By Lisa Fabrizio on 3.4.09 @ 6:06AM

Despite the temporary elation delivered by a Rush Limbaugh pep talk at CPAC, conservative morale is at an all-time low. Painfully aware of the hold that Obamania has over the media and therefore the nation, those on the right who are forced to align with the GOP are feeling the winter blues more keenly than at any time in our history. Under assault on all fronts -- socially, economically and politically -- and taking the usual friendly fire from our Senate moderates, there seems little cause for hope.

But, as in all tribulation, there is always a silver lining. And like George Washington in the winter of 1776, we've got to take advantage of conditions and launch an attack out of our perceived weakness. With this prolonged and snowy winter, we've already got the global-warmists on the run and more importantly, with the stock market plunging every time anyone in the Administration approaches a podium, people are starting to feel the effects of the recession like never before.

The one positive aspect of the 2008 elections is that now that we're out of power, we can go on offense instead of dealing from a cowering, defensive position The time is past when we must summon our policy wonks, or even Rush, to define and defend our views.

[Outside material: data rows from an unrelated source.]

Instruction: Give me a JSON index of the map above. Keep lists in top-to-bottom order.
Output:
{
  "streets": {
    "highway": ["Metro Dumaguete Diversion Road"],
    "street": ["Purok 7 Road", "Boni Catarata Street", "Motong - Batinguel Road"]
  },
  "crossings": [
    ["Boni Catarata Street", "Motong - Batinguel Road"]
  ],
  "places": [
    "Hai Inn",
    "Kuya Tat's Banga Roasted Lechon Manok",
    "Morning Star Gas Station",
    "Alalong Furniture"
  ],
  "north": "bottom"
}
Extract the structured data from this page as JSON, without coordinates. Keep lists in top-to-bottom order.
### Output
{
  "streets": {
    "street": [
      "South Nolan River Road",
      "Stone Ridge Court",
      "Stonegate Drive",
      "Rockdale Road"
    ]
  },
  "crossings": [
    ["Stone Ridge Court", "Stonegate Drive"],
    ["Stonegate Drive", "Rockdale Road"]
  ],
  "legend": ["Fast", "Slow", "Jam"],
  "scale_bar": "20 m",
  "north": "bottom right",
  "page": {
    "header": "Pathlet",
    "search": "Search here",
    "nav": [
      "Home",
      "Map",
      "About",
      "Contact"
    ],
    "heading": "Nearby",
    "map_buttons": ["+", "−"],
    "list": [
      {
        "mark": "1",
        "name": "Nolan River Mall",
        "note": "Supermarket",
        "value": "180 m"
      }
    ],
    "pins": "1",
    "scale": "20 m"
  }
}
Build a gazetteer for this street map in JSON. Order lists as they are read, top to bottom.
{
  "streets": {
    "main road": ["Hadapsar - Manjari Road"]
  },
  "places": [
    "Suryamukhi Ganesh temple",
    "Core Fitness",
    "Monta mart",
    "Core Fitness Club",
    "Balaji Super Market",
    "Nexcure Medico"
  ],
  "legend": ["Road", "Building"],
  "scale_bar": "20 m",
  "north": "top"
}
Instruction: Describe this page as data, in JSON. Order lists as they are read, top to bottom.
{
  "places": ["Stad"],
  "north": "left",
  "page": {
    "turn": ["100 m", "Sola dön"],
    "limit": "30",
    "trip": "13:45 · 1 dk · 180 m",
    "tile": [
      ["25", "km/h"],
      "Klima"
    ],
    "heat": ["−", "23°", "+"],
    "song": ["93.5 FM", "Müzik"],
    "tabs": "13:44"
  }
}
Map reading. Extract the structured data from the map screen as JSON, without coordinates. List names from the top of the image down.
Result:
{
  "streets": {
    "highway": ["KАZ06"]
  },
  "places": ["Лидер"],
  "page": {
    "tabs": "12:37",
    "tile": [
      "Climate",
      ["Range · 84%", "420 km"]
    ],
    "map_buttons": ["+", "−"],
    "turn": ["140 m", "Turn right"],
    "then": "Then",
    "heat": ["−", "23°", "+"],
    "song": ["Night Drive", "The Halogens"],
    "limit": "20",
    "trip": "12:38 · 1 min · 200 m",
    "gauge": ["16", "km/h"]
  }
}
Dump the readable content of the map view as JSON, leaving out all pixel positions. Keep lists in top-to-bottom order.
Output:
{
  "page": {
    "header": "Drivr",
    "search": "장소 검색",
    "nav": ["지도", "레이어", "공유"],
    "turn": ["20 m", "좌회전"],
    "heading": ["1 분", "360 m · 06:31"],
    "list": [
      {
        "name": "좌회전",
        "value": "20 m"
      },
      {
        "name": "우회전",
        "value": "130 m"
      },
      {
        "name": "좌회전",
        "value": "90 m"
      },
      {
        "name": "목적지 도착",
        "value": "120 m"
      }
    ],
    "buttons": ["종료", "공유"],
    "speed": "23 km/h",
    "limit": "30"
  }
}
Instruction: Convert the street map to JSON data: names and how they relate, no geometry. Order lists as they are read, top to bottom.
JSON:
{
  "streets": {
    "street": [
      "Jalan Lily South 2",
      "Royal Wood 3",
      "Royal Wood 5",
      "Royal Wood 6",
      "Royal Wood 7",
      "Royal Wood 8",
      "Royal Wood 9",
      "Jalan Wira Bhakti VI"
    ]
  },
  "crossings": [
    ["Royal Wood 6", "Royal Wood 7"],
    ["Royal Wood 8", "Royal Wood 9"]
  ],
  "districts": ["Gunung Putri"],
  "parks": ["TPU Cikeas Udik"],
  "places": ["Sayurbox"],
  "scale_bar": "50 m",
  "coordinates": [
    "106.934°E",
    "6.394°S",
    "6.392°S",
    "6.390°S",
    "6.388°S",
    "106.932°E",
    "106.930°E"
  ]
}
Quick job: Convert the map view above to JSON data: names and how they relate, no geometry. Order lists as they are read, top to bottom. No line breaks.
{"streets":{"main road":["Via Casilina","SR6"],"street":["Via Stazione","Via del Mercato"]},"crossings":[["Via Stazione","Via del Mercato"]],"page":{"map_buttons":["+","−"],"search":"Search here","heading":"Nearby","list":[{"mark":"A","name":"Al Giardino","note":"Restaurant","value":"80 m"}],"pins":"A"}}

The very definition of conservativism is, in a way, a backward-looking concept and the only way to sell our message to an America that desires "change" is to force the left's true agenda out into the open; and then at election time, to contrast theirs with our own.

The key to solving our dilemma is to put liberals in defense of their grand plan. We can cry "socialism" all we want, but if its tenets are unknown to the American people, we are merely spitting into a howling wind of propaganda. If you've ever engaged in a discussion with a product of the liberal brainwashing machine, you know what I mean. It is useless to use simple facts to refute their programmed views; because these are never based on actuality, but on emotion.

And emotion is an ultra-powerful tool when it comes to politics, and it has always been so. This was well demonstrated by William Shakespeare in his tale of the fickleness of the Roman people in the wake of Julius Caesar's assassination. Recalling how the use of rhetoric swayed the mob and then applying it to modern America, it makes one want to cry out with Mark Antony, "O judgment! Thou art fled to brutish beasts, And men have lost their reason!"

So instead of coming to praise conservatism, let us instead bury socialism. Let's start asking questions; tough, specific questions. Questions that, if asked calmly and often enough, will force Democrats to explain themselves; a perilous risk in defense of an ideology that must constantly be masked with rhetoric and utopian platitudes like "hope" and "change."

Are Democratic solutions to black poverty working? Why have countless other minorities come to this country and flourished -- sometimes in less than a generation -- when many American-born blacks wallow in liberal-fed despair? Hillary Clinton and Joe Biden can make all the jokes they want about Indians owning gas stations and donut shops, but the fact remains that other peoples of color have managed to work hard and make the American dream their own. Why?

How can jobs possibly be "created" if the government taxes and regulates businesses out of business. This can be especially effective when countering ludicrous claims that Republican measures are responsible for jobs going overseas. Try this: Can the spate of companies going offshore possibly be the result of onerous taxes, outrageous union demands and/or choking governmental regulation?

Name one country that has a nationalized healthcare system that provides more speedy or cutting-edge care than ours? And, as to the reason why our system needs "fixing," what can possibly be the reason? Might the insidious demands of the trial-lawyer lobby have something to do with rising costs?

Why have Japanese scientists, those in the backyard of Kyoto, published a report debunking man-mad global warming, calling it an "unprovable hypothesis" and the equivalent of "ancient astrology"? And, do the plans to wreck our economy with wild "cap-and-trade" policies rest on real science, or merely on scientific consensus? Define the difference between the two, please.

If unions are good for business, why are the industries most connected to them failures? Could their infiltration at the municipal level account for bankrupted local governments? Is their nearly total control of our dreadful education system responsible for that continuing debacle? Might their shrinking membership in the private sector be a warning bell? Should the national hatred for workplace greed apply to them?

We must force these and many more questions to be raised every morning at American kitchen tables. We can be fairly sure that our media will never put forth any of the above of their own volition, but that doesn't mean that we lack venues for their address. As liberals are fond of pointing out, we own talk radio and a great deal of the Internet; and we do have some great advocates in Congress.

Most of all, let's make this a disciplined effort, meaning that whatever the provocation, we stay on offense at all times. As General Washington said, "Discipline is the soul of an army. It makes small numbers formidable; procures success to the weak, and esteem to all."